Look below for the line holding "position:absolute; width:66px; margin:-33px;" and the line holding "display:block; font-size:42px; line-height:51px". Repeat those two and everything between, exactly.
......
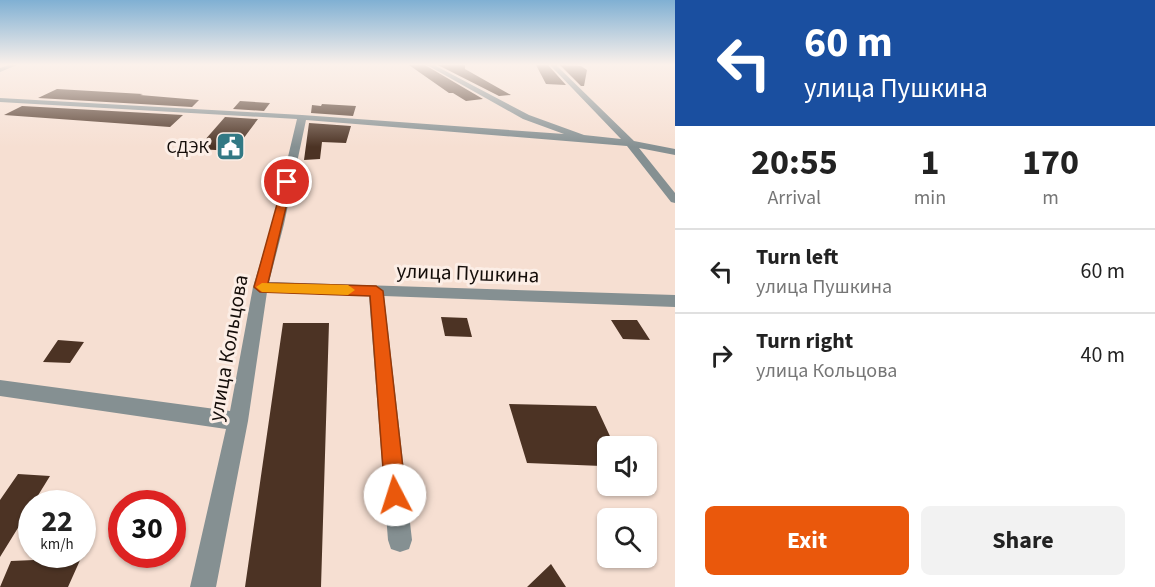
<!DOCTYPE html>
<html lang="en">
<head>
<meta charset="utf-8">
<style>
  body { margin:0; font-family:"Source Sans 3",sans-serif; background:#f2f2f2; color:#222; height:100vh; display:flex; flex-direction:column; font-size:22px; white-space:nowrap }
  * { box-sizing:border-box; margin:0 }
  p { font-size:20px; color:#767676 }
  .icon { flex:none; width:33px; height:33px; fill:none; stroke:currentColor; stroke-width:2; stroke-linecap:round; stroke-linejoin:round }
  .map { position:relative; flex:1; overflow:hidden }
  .panel { display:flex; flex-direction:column; background:#fff; width:480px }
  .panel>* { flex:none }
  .hud { background:#1a4fa0; color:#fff; overflow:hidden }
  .buttons { position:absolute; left:597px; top:436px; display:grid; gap:12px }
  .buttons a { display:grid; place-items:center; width:60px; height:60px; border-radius:9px; background:#fff; box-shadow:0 2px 4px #0004; font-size:30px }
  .speed { position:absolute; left:18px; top:490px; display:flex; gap:12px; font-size:30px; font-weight:700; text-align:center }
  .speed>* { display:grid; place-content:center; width:78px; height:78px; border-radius:50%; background:#fff; box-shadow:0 2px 4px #0004; line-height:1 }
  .speed small { font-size:15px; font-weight:400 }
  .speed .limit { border:9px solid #d22; background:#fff; color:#111 }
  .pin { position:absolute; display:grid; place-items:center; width:51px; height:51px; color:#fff; margin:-26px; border:3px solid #fff; border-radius:50%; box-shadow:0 2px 6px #0007 }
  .me { position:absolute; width:66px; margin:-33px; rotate:355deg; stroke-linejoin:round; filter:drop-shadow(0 0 4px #0008) }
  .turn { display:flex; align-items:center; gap:21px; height:126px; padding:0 30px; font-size:27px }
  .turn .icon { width:78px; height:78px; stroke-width:2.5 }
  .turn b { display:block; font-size:42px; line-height:51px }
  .eta { display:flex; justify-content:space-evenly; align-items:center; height:102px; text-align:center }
  .eta b { font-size:36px; font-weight:700; line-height:42px }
  .primary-button { display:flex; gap:12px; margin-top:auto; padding:12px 30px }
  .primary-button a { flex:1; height:69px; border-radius:9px; background:#ea580c; color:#fff; font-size:24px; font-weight:700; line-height:69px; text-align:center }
  .primary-button a+a { background:#f2f2f2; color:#222 }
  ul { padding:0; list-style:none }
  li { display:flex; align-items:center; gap:18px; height:84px; padding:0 30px; border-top:2px solid #e0e0e0 }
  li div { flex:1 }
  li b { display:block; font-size:22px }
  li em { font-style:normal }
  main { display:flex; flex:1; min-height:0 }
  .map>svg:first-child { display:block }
  .building { fill:#4c3324 }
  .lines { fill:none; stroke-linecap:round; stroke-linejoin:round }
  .minor { fill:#859092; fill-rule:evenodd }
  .route { fill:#ea580c; stroke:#983908; stroke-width:1.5 }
  .slow { fill:#f59e0b }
  .labels { text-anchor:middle; stroke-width:6; stroke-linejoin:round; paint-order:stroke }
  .far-poi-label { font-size:18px; fill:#140d09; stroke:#fceee6; text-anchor:end }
  .street-label { font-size:21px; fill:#140d09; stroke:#fceee6 }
</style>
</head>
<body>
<main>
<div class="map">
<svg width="675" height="587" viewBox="0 0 675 587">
  <rect width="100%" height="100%" fill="#f6dfd2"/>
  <path class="building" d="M 409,65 L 425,65 L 483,99 L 466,101 L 453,93 L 449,93 Z
    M 438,65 L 465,65 L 465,69 L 511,95 L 499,96 Z
    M 536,65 L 548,65 L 566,85 L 546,84 Z
    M 560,65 L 581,66 L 587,70 L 584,86 L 581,86 Z
    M 57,89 L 143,94 L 140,95 L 199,100 L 192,107 L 38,98 Z
    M 240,101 L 270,103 L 264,111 L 233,109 Z
    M 322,104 L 356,106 L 353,116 L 311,113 L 312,105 L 321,106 Z
    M 22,106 L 183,115 L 170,127 L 4,115 Z
    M 225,117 L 258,119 L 234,151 L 197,149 Z
    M 309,123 L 351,126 L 346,143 L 322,142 L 320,159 L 304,160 Z
    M 441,317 L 467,318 L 472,337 L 445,336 Z
    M 611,320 L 637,320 L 650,340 L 623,339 Z
    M 283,323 L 329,323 L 321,587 L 245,587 Z
    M 58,340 L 84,342 L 70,363 L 43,362 Z
    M 509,404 L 596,406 L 615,447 L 608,447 L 608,454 L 597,454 L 602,466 L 527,463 Z
    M 18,474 L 50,476 L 0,557 L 0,500 Z
    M 81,558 L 68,587 L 0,587 L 11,561 Z
    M 551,564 L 566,587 L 527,587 Z"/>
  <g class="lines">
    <path class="minor" d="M 9,65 L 17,65 L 0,72 L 0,68 Z
      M 427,65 L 434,65 L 529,115 L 584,135 L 621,139 L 550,65 L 556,65 L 634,141 L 675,149 L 675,155 L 639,148 L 675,193 L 675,203 L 671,202 L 627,146 L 306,120 L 284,224 L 269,282 L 675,295 L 675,307 L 384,296 L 412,540 L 409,549 L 400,552 L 391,549 L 388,540 L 369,296 L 267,292 L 248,421 L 216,587 L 190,587 L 226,429 L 0,396 L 0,380 L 230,411 L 253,287 L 272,224 L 297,119 L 0,102 L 0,98 L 302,115 L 564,134 L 523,119 Z"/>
  </g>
  <linearGradient id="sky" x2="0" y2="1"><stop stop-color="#80b0d3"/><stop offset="0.44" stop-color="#fbf1eb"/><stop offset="1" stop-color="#fbf1eb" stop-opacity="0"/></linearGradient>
  <rect width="675" height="147" fill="url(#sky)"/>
  <path class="route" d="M 284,179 L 292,182 L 268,283 L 376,286 L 383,291 L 406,495 L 403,502 L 395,505 L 388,502 L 385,495 L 370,296 L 260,292 L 254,287 Z"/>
  <path class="slow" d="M 262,283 L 348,285 L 355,290 L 348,295 L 262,292 L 256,287 Z"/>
  <defs>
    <symbol id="civic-square" viewBox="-11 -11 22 22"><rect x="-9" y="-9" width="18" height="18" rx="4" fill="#327984" stroke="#fceee6"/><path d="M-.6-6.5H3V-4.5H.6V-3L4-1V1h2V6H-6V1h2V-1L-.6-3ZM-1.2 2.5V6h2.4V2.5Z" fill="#fff"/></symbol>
  </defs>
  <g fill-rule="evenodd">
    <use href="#civic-square" x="214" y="130" width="33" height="33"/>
  </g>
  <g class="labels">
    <g class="far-poi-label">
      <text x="209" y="153">СДЭК</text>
    </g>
    <g class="street-label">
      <text transform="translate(468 273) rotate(2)" y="7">улица Пушкина</text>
      <text transform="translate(228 348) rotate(-80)" y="7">улица Кольцова</text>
    </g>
  </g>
</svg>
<div class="buttons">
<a><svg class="icon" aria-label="sound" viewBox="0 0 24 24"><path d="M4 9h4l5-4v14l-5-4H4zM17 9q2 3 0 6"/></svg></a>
<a><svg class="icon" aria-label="search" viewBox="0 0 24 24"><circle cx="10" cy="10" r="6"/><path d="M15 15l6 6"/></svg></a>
</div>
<div class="speed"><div>22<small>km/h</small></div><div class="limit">30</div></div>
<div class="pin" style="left:287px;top:182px;background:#d93025"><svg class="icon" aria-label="arrive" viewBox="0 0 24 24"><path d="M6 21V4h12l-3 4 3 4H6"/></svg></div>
<svg class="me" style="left:395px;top:495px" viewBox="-20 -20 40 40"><circle r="19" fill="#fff"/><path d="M0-13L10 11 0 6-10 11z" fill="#ea580c"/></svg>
</div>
<section class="panel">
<div class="hud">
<div class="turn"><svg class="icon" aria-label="left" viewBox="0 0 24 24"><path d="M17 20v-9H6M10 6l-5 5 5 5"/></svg><div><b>60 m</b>улица Пушкина</div></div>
</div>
<div class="eta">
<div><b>20:55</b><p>Arrival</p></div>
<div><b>1</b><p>min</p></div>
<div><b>170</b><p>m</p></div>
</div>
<ul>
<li><svg class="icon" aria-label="left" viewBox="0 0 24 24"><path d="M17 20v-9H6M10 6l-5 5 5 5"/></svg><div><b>Turn left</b><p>улица Пушкина</p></div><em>60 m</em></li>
<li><svg class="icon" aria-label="right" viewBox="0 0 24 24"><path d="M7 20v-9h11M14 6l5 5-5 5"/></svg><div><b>Turn right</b><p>улица Кольцова</p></div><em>40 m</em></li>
</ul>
<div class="primary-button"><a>Exit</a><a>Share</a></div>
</section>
</main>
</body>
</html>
......
THE COMPLETED TASK
  .me { position:absolute; width:66px; margin:-33px; rotate:355deg; stroke-linejoin:round; filter:drop-shadow(0 0 4px #0008) }
  .turn { display:flex; align-items:center; gap:21px; height:126px; padding:0 30px; font-size:27px }
  .turn .icon { width:78px; height:78px; stroke-width:2.5 }
  .turn b { display:block; font-size:42px; line-height:51px }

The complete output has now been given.